Exercise goal
Below are some records; quote exactly the lines from the one that contains "position:absolute; width:18px; height:18px;" through the one that contains "<strong>Peta</strong>", inclusive, and no others.

Supplied records
[Start of Attachment]

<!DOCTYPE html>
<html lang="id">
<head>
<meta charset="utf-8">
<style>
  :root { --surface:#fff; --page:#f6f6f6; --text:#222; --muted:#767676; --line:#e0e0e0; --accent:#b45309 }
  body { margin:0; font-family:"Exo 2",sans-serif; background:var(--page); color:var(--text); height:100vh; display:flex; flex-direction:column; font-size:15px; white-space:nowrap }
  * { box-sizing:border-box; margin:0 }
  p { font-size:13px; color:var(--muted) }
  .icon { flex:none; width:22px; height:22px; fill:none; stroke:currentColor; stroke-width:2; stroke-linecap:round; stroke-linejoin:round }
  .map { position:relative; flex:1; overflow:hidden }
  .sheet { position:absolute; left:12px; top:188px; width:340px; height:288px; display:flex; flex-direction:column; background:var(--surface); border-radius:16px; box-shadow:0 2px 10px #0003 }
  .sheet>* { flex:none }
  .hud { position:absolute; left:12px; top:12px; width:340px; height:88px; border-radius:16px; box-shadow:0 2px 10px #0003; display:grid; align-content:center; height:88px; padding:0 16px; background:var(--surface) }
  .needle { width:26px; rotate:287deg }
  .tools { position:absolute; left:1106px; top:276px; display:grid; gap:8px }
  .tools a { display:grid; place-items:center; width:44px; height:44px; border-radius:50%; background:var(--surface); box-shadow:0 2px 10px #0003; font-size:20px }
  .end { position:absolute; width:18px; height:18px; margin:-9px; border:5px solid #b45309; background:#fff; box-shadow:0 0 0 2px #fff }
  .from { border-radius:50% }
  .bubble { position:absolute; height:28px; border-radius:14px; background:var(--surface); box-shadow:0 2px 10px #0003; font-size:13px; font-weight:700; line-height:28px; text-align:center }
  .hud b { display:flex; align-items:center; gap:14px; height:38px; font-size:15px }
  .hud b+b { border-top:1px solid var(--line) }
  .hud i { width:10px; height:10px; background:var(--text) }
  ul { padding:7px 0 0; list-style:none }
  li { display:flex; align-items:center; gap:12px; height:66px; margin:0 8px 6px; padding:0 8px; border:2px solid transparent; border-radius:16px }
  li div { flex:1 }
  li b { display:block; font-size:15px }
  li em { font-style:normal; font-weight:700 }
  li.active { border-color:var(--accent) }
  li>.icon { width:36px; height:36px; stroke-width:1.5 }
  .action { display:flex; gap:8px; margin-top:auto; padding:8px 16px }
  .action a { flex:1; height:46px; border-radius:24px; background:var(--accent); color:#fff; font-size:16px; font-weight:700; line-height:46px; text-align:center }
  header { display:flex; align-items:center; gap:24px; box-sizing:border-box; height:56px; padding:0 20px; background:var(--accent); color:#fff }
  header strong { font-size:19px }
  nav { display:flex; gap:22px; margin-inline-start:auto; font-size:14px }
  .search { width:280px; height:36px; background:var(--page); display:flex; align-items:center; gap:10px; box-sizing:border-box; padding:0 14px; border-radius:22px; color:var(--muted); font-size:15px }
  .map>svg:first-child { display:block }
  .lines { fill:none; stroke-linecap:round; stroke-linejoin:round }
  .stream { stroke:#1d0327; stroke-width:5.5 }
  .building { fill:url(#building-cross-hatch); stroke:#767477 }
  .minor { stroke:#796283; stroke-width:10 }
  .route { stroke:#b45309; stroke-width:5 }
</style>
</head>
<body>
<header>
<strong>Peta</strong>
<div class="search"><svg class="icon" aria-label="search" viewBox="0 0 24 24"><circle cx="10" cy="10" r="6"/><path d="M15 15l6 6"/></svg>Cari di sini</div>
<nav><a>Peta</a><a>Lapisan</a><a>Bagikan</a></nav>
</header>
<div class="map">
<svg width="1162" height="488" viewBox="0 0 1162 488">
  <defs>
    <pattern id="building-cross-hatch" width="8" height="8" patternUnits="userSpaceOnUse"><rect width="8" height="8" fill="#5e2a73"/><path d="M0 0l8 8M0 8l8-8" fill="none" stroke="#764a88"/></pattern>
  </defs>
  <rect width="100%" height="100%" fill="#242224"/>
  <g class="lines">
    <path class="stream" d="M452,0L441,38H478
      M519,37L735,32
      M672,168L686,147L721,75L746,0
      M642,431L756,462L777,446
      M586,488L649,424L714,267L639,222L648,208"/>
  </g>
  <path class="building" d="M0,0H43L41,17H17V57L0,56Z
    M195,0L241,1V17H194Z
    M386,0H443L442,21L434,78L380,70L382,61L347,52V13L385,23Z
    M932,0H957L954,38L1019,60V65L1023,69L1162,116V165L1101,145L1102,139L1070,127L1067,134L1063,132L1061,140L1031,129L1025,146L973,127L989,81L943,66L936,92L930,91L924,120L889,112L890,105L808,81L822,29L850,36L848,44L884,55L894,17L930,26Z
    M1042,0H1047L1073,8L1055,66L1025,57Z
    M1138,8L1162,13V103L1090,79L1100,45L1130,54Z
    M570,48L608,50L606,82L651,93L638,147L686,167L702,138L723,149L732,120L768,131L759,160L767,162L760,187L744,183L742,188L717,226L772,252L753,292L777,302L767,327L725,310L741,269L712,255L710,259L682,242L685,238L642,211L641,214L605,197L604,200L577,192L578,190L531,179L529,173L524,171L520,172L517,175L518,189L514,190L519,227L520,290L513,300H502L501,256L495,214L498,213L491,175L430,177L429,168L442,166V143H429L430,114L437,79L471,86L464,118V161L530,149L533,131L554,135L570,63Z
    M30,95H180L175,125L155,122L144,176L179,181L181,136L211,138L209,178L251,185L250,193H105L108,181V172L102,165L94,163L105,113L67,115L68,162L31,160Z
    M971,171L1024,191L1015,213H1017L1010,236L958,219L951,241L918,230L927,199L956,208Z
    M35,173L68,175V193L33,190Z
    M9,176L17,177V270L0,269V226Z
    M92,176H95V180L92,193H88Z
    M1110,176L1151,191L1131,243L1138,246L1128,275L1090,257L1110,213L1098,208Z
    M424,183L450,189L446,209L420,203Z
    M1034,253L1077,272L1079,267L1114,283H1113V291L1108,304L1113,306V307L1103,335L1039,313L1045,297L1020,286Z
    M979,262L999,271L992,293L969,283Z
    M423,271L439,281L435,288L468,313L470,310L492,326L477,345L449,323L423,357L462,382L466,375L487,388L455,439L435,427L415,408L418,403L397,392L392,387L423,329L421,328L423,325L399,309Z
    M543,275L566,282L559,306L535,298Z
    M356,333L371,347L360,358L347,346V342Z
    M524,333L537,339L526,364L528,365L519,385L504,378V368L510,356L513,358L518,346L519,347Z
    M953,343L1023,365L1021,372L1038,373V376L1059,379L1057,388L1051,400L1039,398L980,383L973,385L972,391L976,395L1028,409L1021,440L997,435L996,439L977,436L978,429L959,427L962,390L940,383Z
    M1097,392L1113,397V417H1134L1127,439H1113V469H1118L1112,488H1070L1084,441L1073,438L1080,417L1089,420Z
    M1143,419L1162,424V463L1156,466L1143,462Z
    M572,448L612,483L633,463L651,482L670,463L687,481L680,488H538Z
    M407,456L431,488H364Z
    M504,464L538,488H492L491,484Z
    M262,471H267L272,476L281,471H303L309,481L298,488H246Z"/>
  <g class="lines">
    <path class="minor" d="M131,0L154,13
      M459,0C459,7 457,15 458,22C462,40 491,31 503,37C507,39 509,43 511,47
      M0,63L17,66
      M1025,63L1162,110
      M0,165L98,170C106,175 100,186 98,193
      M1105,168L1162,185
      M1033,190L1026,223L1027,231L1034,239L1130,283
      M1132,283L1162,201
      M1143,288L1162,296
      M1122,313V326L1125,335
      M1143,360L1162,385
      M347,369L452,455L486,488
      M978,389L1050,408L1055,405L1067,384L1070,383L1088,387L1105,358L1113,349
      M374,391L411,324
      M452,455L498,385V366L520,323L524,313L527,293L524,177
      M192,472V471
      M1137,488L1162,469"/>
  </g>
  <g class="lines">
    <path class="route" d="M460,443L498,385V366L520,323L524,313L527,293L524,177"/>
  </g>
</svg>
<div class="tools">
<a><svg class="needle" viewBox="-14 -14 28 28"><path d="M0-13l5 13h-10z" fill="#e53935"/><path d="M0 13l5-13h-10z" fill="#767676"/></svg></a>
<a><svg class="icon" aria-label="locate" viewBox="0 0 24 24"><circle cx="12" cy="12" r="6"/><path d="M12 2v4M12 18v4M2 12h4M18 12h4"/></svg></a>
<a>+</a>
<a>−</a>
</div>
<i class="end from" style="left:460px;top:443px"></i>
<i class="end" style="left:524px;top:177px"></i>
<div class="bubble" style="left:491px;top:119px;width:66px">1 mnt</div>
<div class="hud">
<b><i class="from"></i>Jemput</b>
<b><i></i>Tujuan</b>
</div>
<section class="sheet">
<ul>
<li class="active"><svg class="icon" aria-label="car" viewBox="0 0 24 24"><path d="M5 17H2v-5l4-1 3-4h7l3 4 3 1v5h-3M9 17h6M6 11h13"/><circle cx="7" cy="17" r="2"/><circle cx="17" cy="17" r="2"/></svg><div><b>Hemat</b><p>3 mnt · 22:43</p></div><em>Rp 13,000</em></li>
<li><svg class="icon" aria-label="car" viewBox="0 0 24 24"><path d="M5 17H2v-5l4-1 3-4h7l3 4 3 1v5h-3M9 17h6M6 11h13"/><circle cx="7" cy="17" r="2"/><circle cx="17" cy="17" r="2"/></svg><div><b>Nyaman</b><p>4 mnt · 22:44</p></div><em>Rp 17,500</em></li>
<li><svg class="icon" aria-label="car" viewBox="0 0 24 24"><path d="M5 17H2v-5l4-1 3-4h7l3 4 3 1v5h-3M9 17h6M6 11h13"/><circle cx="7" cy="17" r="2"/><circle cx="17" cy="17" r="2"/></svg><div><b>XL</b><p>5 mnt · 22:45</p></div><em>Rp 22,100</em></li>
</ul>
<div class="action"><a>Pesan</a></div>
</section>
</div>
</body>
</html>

[End of Attachment]

Answer box
  .end { position:absolute; width:18px; height:18px; margin:-9px; border:5px solid #b45309; background:#fff; box-shadow:0 0 0 2px #fff }
  .from { border-radius:50% }
  .bubble { position:absolute; height:28px; border-radius:14px; background:var(--surface); box-shadow:0 2px 10px #0003; font-size:13px; font-weight:700; line-height:28px; text-align:center }
  .hud b { display:flex; align-items:center; gap:14px; height:38px; font-size:15px }
  .hud b+b { border-top:1px solid var(--line) }
  .hud i { width:10px; height:10px; background:var(--text) }
  ul { padding:7px 0 0; list-style:none }
  li { display:flex; align-items:center; gap:12px; height:66px; margin:0 8px 6px; padding:0 8px; border:2px solid transparent; border-radius:16px }
  li div { flex:1 }
  li b { display:block; font-size:15px }
  li em { font-style:normal; font-weight:700 }
  li.active { border-color:var(--accent) }
  li>.icon { width:36px; height:36px; stroke-width:1.5 }
  .action { display:flex; gap:8px; margin-top:auto; padding:8px 16px }
  .action a { flex:1; height:46px; border-radius:24px; background:var(--accent); color:#fff; font-size:16px; font-weight:700; line-height:46px; text-align:center }
  header { display:flex; align-items:center; gap:24px; box-sizing:border-box; height:56px; padding:0 20px; background:var(--accent); color:#fff }
  header strong { font-size:19px }
  nav { display:flex; gap:22px; margin-inline-start:auto; font-size:14px }
  .search { width:280px; height:36px; background:var(--page); display:flex; align-items:center; gap:10px; box-sizing:border-box; padding:0 14px; border-radius:22px; color:var(--muted); font-size:15px }
  .map>svg:first-child { display:block }
  .lines { fill:none; stroke-linecap:round; stroke-linejoin:round }
  .stream { stroke:#1d0327; stroke-width:5.5 }
  .building { fill:url(#building-cross-hatch); stroke:#767477 }
  .minor { stroke:#796283; stroke-width:10 }
  .route { stroke:#b45309; stroke-width:5 }
</style>
</head>
<body>
<header>
<strong>Peta</strong>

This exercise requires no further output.